Health care employers face a tremendous challenge: how to better find and retain skilled frontline workers while improving the quality of care—and quickly. Frontline workers are the more than five million health aides, medical assistants, laboratory technicians, and other workers who make it possible for the nation’s hospitals and clinics to operate. Solving this capacity puzzle is about to become vastly more acute, as 31 million new consumers are poised to join the system thanks to health care reform.
How our health care system responds to the needs of its frontline workforce will affect not only the sector, but also higher education, workforce development, and, of course, consumers.

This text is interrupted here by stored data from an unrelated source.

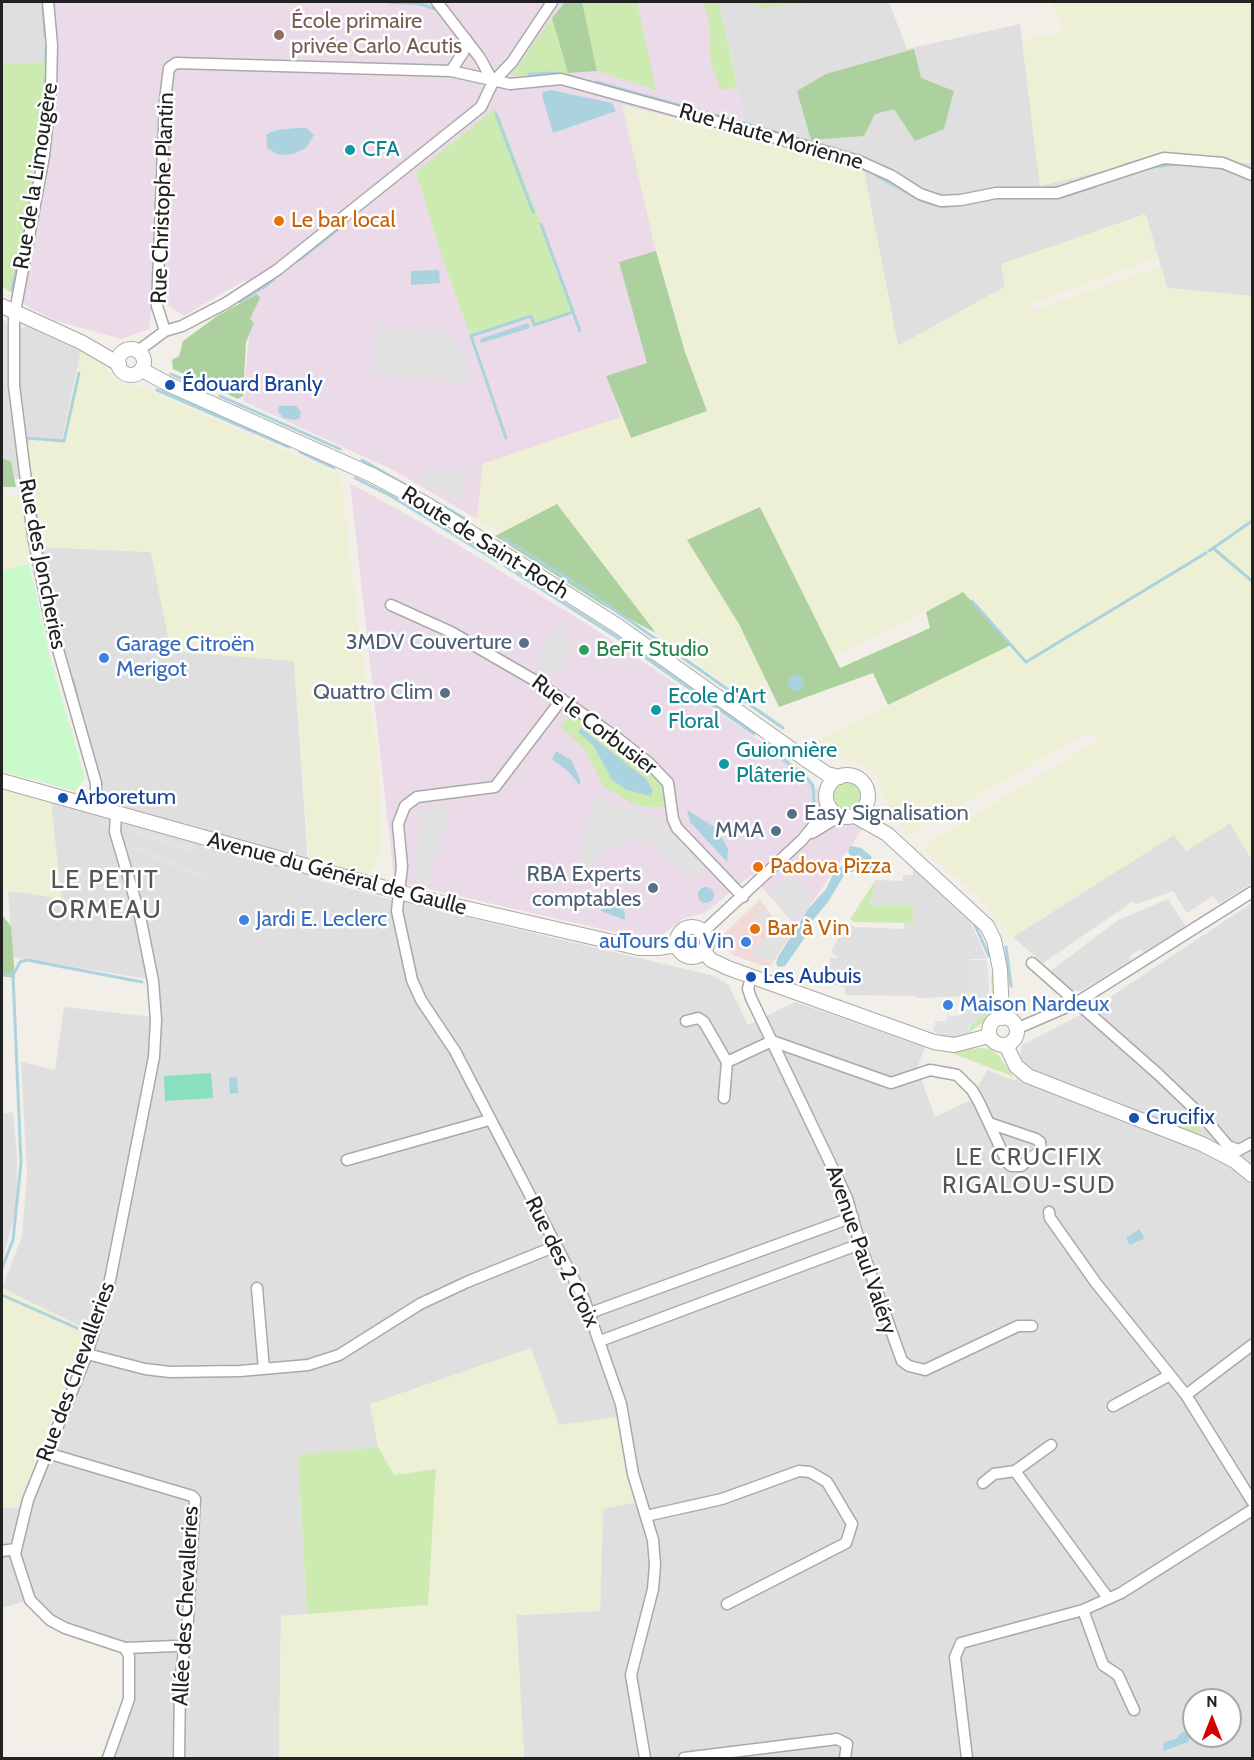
<!DOCTYPE html>
<html>
<head>
<meta charset="utf-8">
<style>
	body { margin:0 }
	#map { position:relative; width:1254px; height:1760px; overflow:hidden; background:#f2efe9; font-family:Cabin,sans-serif }
	canvas { display:block }
	.frame { position:absolute; inset:0; border:3px solid #222; pointer-events:none }
	.north { position:absolute; left:1182px; top:1688px; width:60px; height:60px; box-sizing:border-box; background:#fff; border:2px solid #a7a7a7; border-radius:50%; rotate:0deg; font-size:16px; font-weight:700; line-height:24px; text-align:center; color:#222 }
	.north::after { content:''; display:block; margin:auto; width:21px; height:27px; background:#d40000; clip-path:polygon(50% 0,100% 100%,50% 72%,0 100%) }
</style>
</head>
<body>
<div id="map">
<canvas width="1254" height="1760"></canvas>
<div class="frame"></div>
<div class="north">N</div>
</div>
<script>
const g = document.querySelector('canvas').getContext('2d');
g.lineJoin = 'round';
function fillPath(path, color) {
  g.fillStyle = color;
  g.fill(path, 'evenodd');
}
function toPath(rows) {
  const path = new Path2D();
  for (const r of rows) {
    if (r.length === 3) {
      path.moveTo(r[0] + r[2], r[1]);
      path.arc(r[0], r[1], r[2], 0, 2 * Math.PI);
      continue;
    }
    path.moveTo(r[0], r[1]);
    for (let i = 2; i < r.length; i += 2) path.lineTo(r[i], r[i + 1]);
  }
  return path;
}
function stroke(path, color, width, dash) {
  g.strokeStyle = color;
  g.lineWidth = width;
  g.lineCap = dash ? 'butt' : 'round';
  g.setLineDash(dash || []);
  g.stroke(path);
}
function write(font, color, halo, rows, align = 'center') {
  g.font = font + ' Cabin,sans-serif';
  g.lineWidth = 5;
  g.setLineDash([]);
  g.textBaseline = 'middle';
  g.strokeStyle = halo;
  g.fillStyle = color;
  for (const [text, x, y, turn = 0] of rows) {
    g.save();
    g.translate(x, y);
    g.rotate((+turn || 0) * Math.PI / 180);
    g.textAlign = isNaN(turn) ? turn : align;
    if (halo) g.strokeText(text, 0, 0);
    g.fillText(text, 0, 0);
    g.restore();
  }
}
const residential = toPath([
	[2,2,44,2,48,62,2,64],
	[719,2,889,2,907,49,1020,24,1040,186,1135,163,1252,163,1252,296,1167,288,1146,215,1006,286,898,346,864,171,748,137],
	[2,317,6,323,22,328,26,326,81,351,62,440,16,435,19,479,2,478],
	[42,547,151,552,171,651,294,661,309,878,397,901,711,975,728,984,748,1025,795,1002,925,1047,917,1068,935,1117,971,1100,987,1070,1016,1081,1022,1045,1092,1009,1252,903,1252,1758,524,1758,516,1615,600,1611,603,1509,642,1501,559,1425,370,1404,378,1447,298,1455,307,1614,281,1616,279,1758,108,1758,129,1699,125,1648,65,1628,30,1600,2,1608,2,1508,26,1507,94,1333,2,1288,22,1236,27,1173,21,1062,55,1070,64,1007,162,1018,159,981,13,957,8,891,61,898,51,802,107,813,64,649],
	[1194,1700,1230,1700,1230,1736,1194,1736],
	[1230,823,1252,860,1252,883,1219,904,1213,896,1187,913,1173,891,1137,904,1132,902,1043,963,1013,937,1175,834,1186,851],
	[913,868,970,921,987,959,970,959,969,996,917,998,916,996,845,995,845,988,828,982,830,958,838,958,831,951,847,923,855,927,904,929,904,923,913,923,912,906,873,906,869,902,874,890,875,880,903,881,903,875,913,875],
	[1168,899,1186,927,1144,952,1141,949,1129,957,1131,960,1081,991,1070,990,1049,972,1118,920],
	[13,1112,17,1155,17,1206,2,1262,2,1114]
]);
const commercial = toPath([
	[760,899,788,939,769,968,735,956,724,947,725,933]
]);
const industrial = toPath([
	[44,2,719,2,748,137,623,105,656,251,685,352,607,376,621,417,483,464,477,519,393,470,243,401,253,294,245,280,184,316,164,302,153,301,149,329,121,339,53,320,23,304,21,297,42,196,48,62],
	[350,483,427,526,590,626,789,760,812,786,863,828,796,926,751,875,705,913,684,918,660,937,645,939,398,882,394,877]
]);
const farmland = toPath([
	[1050,2,1252,2,1252,163,1135,163,1040,186,1022,40,1064,32],
	[622,105,864,171,898,346,1005,287,1001,264,1145,214,1158,258,1029,304,1032,311,1161,266,1167,288,1252,296,1252,860,1230,823,1186,851,1174,835,1013,937,978,897,922,847,1099,740,1089,732,908,835,889,811,876,774,860,763,828,756,810,745,1010,645,963,593,834,656,760,508,688,540,739,624,766,680,747,700,656,633,557,504,501,533,477,519,483,464,621,417,631,438,707,411,685,352,656,251],
	[81,351,107,363,105,367,108,373,126,385,139,386,201,413,341,476,360,643,378,756,382,852,373,869,363,874,309,858,294,661,171,651,151,552,42,547,29,564,2,571,2,497,20,495,16,435,62,440],
	[2,789,51,802,61,899,2,889],
	[2,1288,94,1333,26,1507,2,1508],
	[531,1348,559,1425,623,1416,642,1501,603,1509,600,1611,516,1615,524,1758,279,1758,281,1616,427,1605,436,1469,394,1475,378,1447,370,1404]
]);
const grass = toPath([
	[582,2,637,2,656,90,597,71],
	[703,2,719,2,737,87,721,90,713,70,710,55,710,25],
	[751,2,821,2,762,8],
	[552,18,568,73,511,76],
	[48,62,42,130,12,293,2,287,2,64],
	[496,108,575,311,534,325,530,316,471,336,444,263,416,172],
	[571,710,662,781,666,791,666,807,646,807,631,803,603,786,585,749,561,727],
	[847,796,13],
	[875,881,874,891,869,903,873,906,913,906,913,923,854,922,850,919],
	[991,977,994,977,993,1004,982,1023,970,1032,970,1026,987,1010,992,993],
	[979,1048,990,1049,999,1056,1014,1077,949,1052],
	[1183,1111,1201,1129,1198,1135,1164,1122,1179,1117],
	[378,1447,394,1475,436,1469,428,1605,307,1614,298,1455]
]);
const forest = toPath([
	[565,2,582,2,597,71,568,73,552,18],
	[914,49,921,78,954,91,944,129,915,141,894,109,875,114,864,136,811,140,797,91,826,74],
	[656,251,685,352,707,411,631,438,606,376,647,363,619,262],
	[257,294,260,298,250,319,254,323,246,342,243,396,238,399,173,369,172,360,179,356,183,341,217,316],
	[2,458,11,462,16,487,2,487],
	[557,504,656,633,601,604,495,536],
	[760,507,840,668,930,628,926,612,963,592,1011,645,888,705,873,673,779,707,739,624,687,540],
	[2,915,11,926,15,978,2,976]
]);
const park = toPath([
	[29,564,50,657,85,778,75,791,2,771,2,571]
]);
const pitch = toPath([
	[211,1073,213,1098,165,1101,164,1076]
]);
const parking = toPath([
	[378,327,447,334,457,341,468,368,466,384,439,382,437,377,423,380,372,375],
	[426,468,468,472,466,487,458,501,419,481],
	[560,623,566,627,561,636,575,644,555,675,535,662],
	[594,797,659,818,705,868,692,879,637,837,602,853,597,866,578,864],
	[431,806,450,806,450,820,446,822,437,859,430,857,433,883,425,883,424,881,418,881,415,856,420,855,415,853,422,824,416,822,418,812,431,809],
	[133,828,197,847,195,853,132,834],
	[139,846,213,878,211,883,137,851],
	[789,873,813,897,801,917,797,914,791,918,767,893],
	[763,906,786,938,771,962,749,954,771,934,756,914],
	[969,960,987,960,990,999,986,1012,969,1027,971,1034,957,1038,938,1035,934,1031,935,1021,947,1021,948,1013,951,1016,962,1015,962,996,969,992]
]);
const water = toPath([
	[551,90,612,103,616,111,553,133,542,95,543,92],
	[297,128,306,128,314,135,306,148,293,154,279,155,267,148,266,135,276,130],
	[439,270,440,283,411,285,411,271],
	[528,323,530,328,481,343,480,339],
	[279,406,296,406,301,412,300,418,295,420,284,418,278,412],
	[796,683,8],
	[581,728,646,779,653,790,651,796,627,790,612,780,594,746,578,732],
	[556,751,571,760,580,779,580,786,570,773,552,759],
	[687,810,716,828,728,849,727,862,690,822],
	[850,846,861,848,871,856,874,868,870,871,846,872,828,902,812,921,806,936,785,966,779,967,776,964,778,957,808,909,826,889,835,870,852,861,848,851],
	[706,895,8],
	[610,891,621,904,625,914,625,920,601,911,601,895],
	[237,1077,238,1093,230,1094,229,1078],
	[1139,1229,1145,1238,1130,1245,1126,1238],
	[1187,1731,1190,1737,1188,1742,1163,1751,1164,1742,1176,1739,1182,1732]
]);
const stream = toPath([
	[387,2,421,4,435,9],
	[43,8,45,36],
	[46,48,46,64],
	[529,74,553,73,571,76],
	[596,82,779,133],
	[496,114,533,212],
	[43,118,46,77],
	[786,135,837,149],
	[38,163,41,140],
	[850,164,866,170],
	[1125,165,1153,157],
	[1153,167,1179,164],
	[877,176,924,202,948,207],
	[912,183,927,192],
	[1048,188,1062,187],
	[1065,196,1096,186],
	[541,224,580,331],
	[299,260,346,223],
	[263,288,273,280],
	[12,290,25,230],
	[240,302,260,289],
	[171,374,209,391],
	[157,390,289,447],
	[220,396,340,449],
	[506,438,471,336,531,316,534,325,573,312],
	[25,446,28,438,64,441,79,373],
	[300,452,334,468],
	[362,460,464,518],
	[355,478,391,496,497,561],
	[34,503,44,562],
	[503,538,586,590,783,728],
	[1213,548,1252,581],
	[1209,551,1252,521],
	[505,566,615,636,754,734],
	[972,601,1026,662,1206,553],
	[73,680,78,702],
	[765,745,807,778,813,786,814,804],
	[974,923,989,956],
	[1006,947,1011,986],
	[2,975,13,975,21,1163,13,1240,2,1268],
	[13,975,20,962,27,960,142,982],
	[2,1295,86,1332]
]);
const minor = toPath([
	[48,2,52,45,51,89,44,156,14,317,14,386,33,536,51,625,96,783,96,808],
	[437,2,480,58,493,82],
	[451,71,464,51,466,39],
	[165,331,157,306,165,100,169,68,176,63,451,71,510,84,561,79,859,161,892,176,920,194,941,201,961,200,996,193,1057,193,1164,158,1223,163,1252,175],
	[138,351,165,331,182,326,226,303,277,270,481,107,493,82,512,62,552,2],
	[391,605,451,632,534,680,616,737,649,763,668,783,673,819,677,828,743,897],
	[562,699,495,787,417,797,405,806,398,824,402,866,397,911,412,980,421,1000,455,1051,584,1299,621,1404,633,1474,653,1540,655,1565,653,1589,631,1675,645,1758],
	[812,833,840,816],
	[703,932,802,840,829,807],
	[1032,963,1158,1074,1206,1120,1228,1146,1239,1150,1252,1143],
	[751,977,748,989,751,998,847,1198,860,1244,902,1361,909,1366,925,1370,1018,1326,1032,1326],
	[686,1021,698,1018,704,1022,727,1062],
	[1016,1029,1076,1003,1252,892],
	[724,1098,727,1062,772,1041,891,1083,930,1070,957,1075,972,1090,979,1102,1007,1162,1011,1166,1021,1166,1041,1150,1040,1142,1036,1139,989,1123],
	[347,1160,489,1120],
	[1049,1212,1050,1218,1096,1283,1186,1395,1252,1501],
	[257,1288,264,1369],
	[590,1313,853,1217],
	[600,1341,860,1244],
	[87,1354,145,1369,170,1372,240,1371,308,1365,339,1355,420,1304,467,1282,556,1246],
	[1186,1395,1252,1345],
	[1113,1406,1170,1375],
	[1051,1445,1015,1471,1108,1598],
	[47,1453,192,1496,195,1499,188,1620,180,1682,179,1758],
	[983,1483,994,1474,1015,1471],
	[646,1516,722,1499,799,1471,810,1472,827,1482,852,1524,846,1543,727,1604],
	[2,1551,15,1549],
	[1083,1610,1103,1665,1118,1675,1134,1710],
	[125,1648,176,1646],
	[108,1758,129,1699,129,1656,125,1648,65,1628,50,1620,30,1600,15,1554,28,1500,87,1354,110,1280,154,1057,156,1020,153,981,140,916,115,832,116,814],
	[684,1758,837,1739,847,1744,845,1758],
	[967,1758,955,1657,961,1643,1083,1610,1121,1593,1252,1510]
]);
const tertiary = toPath([
	[2,306,81,342,119,364],
	[131,362,13],
	[142,370,170,385,372,475,426,504,618,626,805,759,827,774,840,777],
	[847,796,21],
	[2,781,421,898,639,948,658,948,677,945],
	[855,816,887,834,987,926,994,940,1000,969,1002,1018],
	[692,942,15],
	[704,952,711,960,728,968,934,1042,954,1045,989,1036],
	[1003,1031,14],
	[1006,1045,1016,1066,1028,1076,1202,1144,1235,1161,1252,1175]
]);
const markers = [
	[279,35,6,"#8d6e63"],
	[350,150,6,"#0f9aa8"],
	[279,221,6,"#e8710a"],
	[170,385,6,"#1a4fb4"],
	[524,643,6,"#5c6f8a"],
	[584,650,6,"#2e9e5b"],
	[104,658,6,"#3f7fe0"],
	[445,693,6,"#5c6f8a"],
	[656,710,6,"#0f9aa8"],
	[724,764,6,"#0f9aa8"],
	[63,798,6,"#1a4fb4"],
	[792,814,6,"#5c6f8a"],
	[776,831,6,"#5c6f8a"],
	[758,867,6,"#e8710a"],
	[653,888,6,"#5c6f8a"],
	[244,920,6,"#3f7fe0"],
	[755,929,6,"#e8710a"],
	[746,942,6,"#3f7fe0"],
	[751,977,6,"#1a4fb4"],
	[948,1005,6,"#3f7fe0"],
	[1134,1118,6,"#1a4fb4"]
];
const educationNames = [
	["École primaire",291,22],
	["privée Carlo Acutis",291,47]
];
const streetNames = [
	["Rue Haute Morienne",771,137,16],
	["Rue de la Limougère",36,176,-81],
	["Rue Christophe Plantin",163,198,-88],
	["Route de Saint-Roch",485,543,32],
	["Rue des Joncheries",42,564,79],
	["Rue le Corbusier",594,725,37],
	["Avenue du Général de Gaulle",337,874,15],
	["Avenue Paul Valéry",861,1250,71],
	["Rue des 2 Croix",562,1262,64],
	["Rue des Chevalleries",76,1372,-70],
	["Allée des Chevalleries",186,1606,-87]
];
const cultureNames = [
	["CFA",362,150],
	["Ecole d'Art",668,697],
	["Floral",668,722],
	["Guionnière",736,751],
	["Plâterie",736,776]
];
const foodNames = [
	["Le bar local",291,221],
	["Padova Pizza",770,867],
	["Bar à Vin",767,929]
];
const transitNames = [
	["Édouard Branly",182,385],
	["Arboretum",75,798],
	["Les Aubuis",763,977],
	["Crucifix",1146,1118]
];
const serviceNames = [
	["3MDV Couverture",512,643],
	["Quattro Clim",433,693],
	["Easy Signalisation",804,814,"left"],
	["MMA",764,831],
	["RBA Experts",641,875],
	["comptables",641,900]
];
const shopNames = [
	["Garage Citroën",116,645],
	["Merigot",116,670],
	["Jardi E. Leclerc",256,920],
	["auTours du Vin",734,942,"right"],
	["Maison Nardeux",960,1005]
];
const leisureNames = [
	["BeFit Studio",596,650]
];
const neighbourhoodNames = [
	["LE CRUCIFIX",1029,1158],
	["RIGALOU-SUD",1029,1186]
];
const quarterNames = [
	["LE PETIT",105,880],
	["ORMEAU",105,910]
];
fillPath(residential, '#e0dfdf');
fillPath(commercial, '#f2dad9');
fillPath(industrial, '#ebdbe8');
fillPath(farmland, '#eef0d5');
fillPath(grass, '#cdebb0');
fillPath(forest, '#add19e');
fillPath(park, '#c8facc');
fillPath(pitch, '#88e0be');
fillPath(parking, '#e2e2e2');
fillPath(water, '#aad3df');
stroke(stream, '#aad3df', 3);
stroke(minor, '#a9a9a9', 13);
stroke(tertiary, '#a9a9a9', 16);
stroke(minor, '#fff', 10);
stroke(tertiary, '#fff', 14);
for (const [x, y, r, color] of markers) {
  const dot = new Path2D();
  dot.arc(x, y, r, 0, 2 * Math.PI);
  g.fillStyle = color;
  g.fill(dot);
  stroke(dot, '#fff', 2);
}
write('22px', '#785e54', '#fff', educationNames, 'left');
write('22px', '#222', '#fff', streetNames);
write('22px', '#0d838f', '#fff', cultureNames, 'left');
write('22px', '#c56008', '#fff', foodNames, 'left');
write('22px', '#164399', '#fff', transitNames, 'left');
write('22px', '#4e5e75', '#fff', serviceNames, 'right');
write('22px', '#366cbe', '#fff', shopNames, 'left');
write('22px', '#27864d', '#fff', leisureNames, 'left');
g.letterSpacing = '1.5px';
write('24px', '#555', '#fff', neighbourhoodNames);
g.letterSpacing = '0px';
g.letterSpacing = '1.5px';
write('26px', '#555', '#fff', quarterNames);
g.letterSpacing = '0px';
</script>
</body>
</html>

At its recent annual conference, the Council on Foundations presented its Critical Impact Award to the Robert Wood Johnson Foundation and The Hitachi Foundation for their Jobs to Careers initiative, which is testing new ways to train and build careers for low-wage, frontline health care workers, while improving the quality of care given to patients. Recent evaluation data shows the initiative’s significant impact: the median hourly wage was $11.80 for all program participants and $13.54 for the top-third of wage earners participating in the program. This compares to $11 per hour for non-participants. Fifty-two percent of program participants received certification, and 47 percent received a raise.
The Hitachi Foundation recently launched the online Employer Perspectives Series, snapshots of how some institutions are successfully addressing the challenge of creating better career opportunities for nursing assistants and medical coding specialists as well as medical, surgical, and respiratory technicians, and other staff responsible for direct patient care. The first installment in the series looks at Good Samaritan Hospital in Baltimore, which has joined with the Baltimore Alliance for Careers in Healthcare (BACH). With support from Jobs to Careers, the hospital is building career paths for frontline workers using in-house employee “coaches.”
The Jobs to Careers initiative is a prime example of the critical impact philanthropy can have in addressing one of America’s greatest needs: a health care system that delivers quality care at affordable costs.
Barbara Dyer is the president and CEO of The Hitachi Foundation.